ロダンと愛人関係にあったカミーユ・クローデルは、15年もの長きにわたりロダンと関係していたものの、中絶の末ロダンに捨てられ、精神を蝕まれ家族に看取られないままこの世を去った。
類まれな美貌と才覚を兼ね備えていても、彼女は最終的に手放される運命にある2番目の存在であったのだ。
出会った順番もあったのかもしれないが、道ならぬ恋とは成就しないものなのかしら、とわたしは思っている。
そもそも、彼女は"2番目"として選ばれた存在だったのかもしれない。
その人が愛する誰かに足りないものを補うための存在。
そのバランスが崩れたとき、関係性は破綻するのであろう。
そうした"2番目"の存在になってしまったら、1番に繰り上がることなどほぼないといっても過言ではないはずだ。
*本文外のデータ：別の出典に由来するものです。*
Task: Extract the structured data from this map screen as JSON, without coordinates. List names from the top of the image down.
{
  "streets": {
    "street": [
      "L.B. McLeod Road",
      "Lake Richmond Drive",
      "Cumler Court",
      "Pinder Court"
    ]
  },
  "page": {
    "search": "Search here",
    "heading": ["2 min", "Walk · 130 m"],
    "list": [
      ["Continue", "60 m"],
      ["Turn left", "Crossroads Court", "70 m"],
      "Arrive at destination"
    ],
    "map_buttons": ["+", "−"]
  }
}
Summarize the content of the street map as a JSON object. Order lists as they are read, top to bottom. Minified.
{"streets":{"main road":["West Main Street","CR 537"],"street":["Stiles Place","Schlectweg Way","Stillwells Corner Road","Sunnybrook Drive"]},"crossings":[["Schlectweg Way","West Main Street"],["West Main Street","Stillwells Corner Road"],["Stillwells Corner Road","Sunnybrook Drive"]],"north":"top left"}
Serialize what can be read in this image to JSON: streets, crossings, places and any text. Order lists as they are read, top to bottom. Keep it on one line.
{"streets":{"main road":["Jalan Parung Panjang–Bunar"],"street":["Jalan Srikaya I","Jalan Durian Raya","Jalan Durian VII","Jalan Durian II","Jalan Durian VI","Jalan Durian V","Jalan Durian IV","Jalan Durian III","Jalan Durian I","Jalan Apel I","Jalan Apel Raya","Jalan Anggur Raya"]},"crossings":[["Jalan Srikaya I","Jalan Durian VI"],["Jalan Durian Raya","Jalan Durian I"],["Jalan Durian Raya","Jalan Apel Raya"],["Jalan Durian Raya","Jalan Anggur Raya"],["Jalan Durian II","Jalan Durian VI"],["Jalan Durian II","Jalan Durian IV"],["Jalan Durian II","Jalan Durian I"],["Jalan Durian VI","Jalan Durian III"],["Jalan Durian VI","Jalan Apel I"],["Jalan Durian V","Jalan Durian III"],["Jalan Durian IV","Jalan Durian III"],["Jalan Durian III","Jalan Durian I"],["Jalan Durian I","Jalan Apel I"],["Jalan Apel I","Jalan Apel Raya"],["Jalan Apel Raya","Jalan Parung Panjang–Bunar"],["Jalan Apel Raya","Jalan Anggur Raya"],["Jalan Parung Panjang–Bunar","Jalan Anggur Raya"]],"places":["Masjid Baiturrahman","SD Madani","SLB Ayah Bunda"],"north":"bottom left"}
たとえば、普段暮らす住宅と別荘に求める条件が違うように、人間においても相手に求めるところが違えば相手の立場も変わってくると思うし、胸の高鳴りを得られる相手と、共にいて心地よい相手というのも違っているような気がする。
道ならぬ恋の相手ではなく、だれかの1番になれるひとというのは、情熱的な色恋ができた相手ではなくて、きっと相手に肉親のような居心地の良い関係性を提供できるひとなのだろう。
冒頭でカミーユ・クローデルの話を出したが、わたし自身もおそらくだれかの1番になりづらいタイプであろうと感じる。
燃え上がるような恋の方が好きで、なにかあったら相手と心中したってかまわないといった類の愛し方は一般的ではないのであろうし、そもそも末長く共にあろうという感情とは違うのかもしれない。
無責任に愛されて無責任に愛したいのが成立する関係が道ならぬ恋でなかろうか。
そう思えば自分の色恋の傾向というものはやはり道ならぬ恋寄りである。
自分はきっとその人にとっての2番目になるだろうというのは卑屈な考え方かもしれないが。
また、道ならぬ恋をするひとのなかでは、わたしのような破滅的な恋愛をしたいタイプとは違って、それこそロダンのように1人を選べずに同時に複数の人を愛していたいよくばりさんもいるだろう。
こういうタイプが出会ってしまったらいちばん厄介だよななんて思いながら、夜ふかしなわたしはようやく微睡んだ。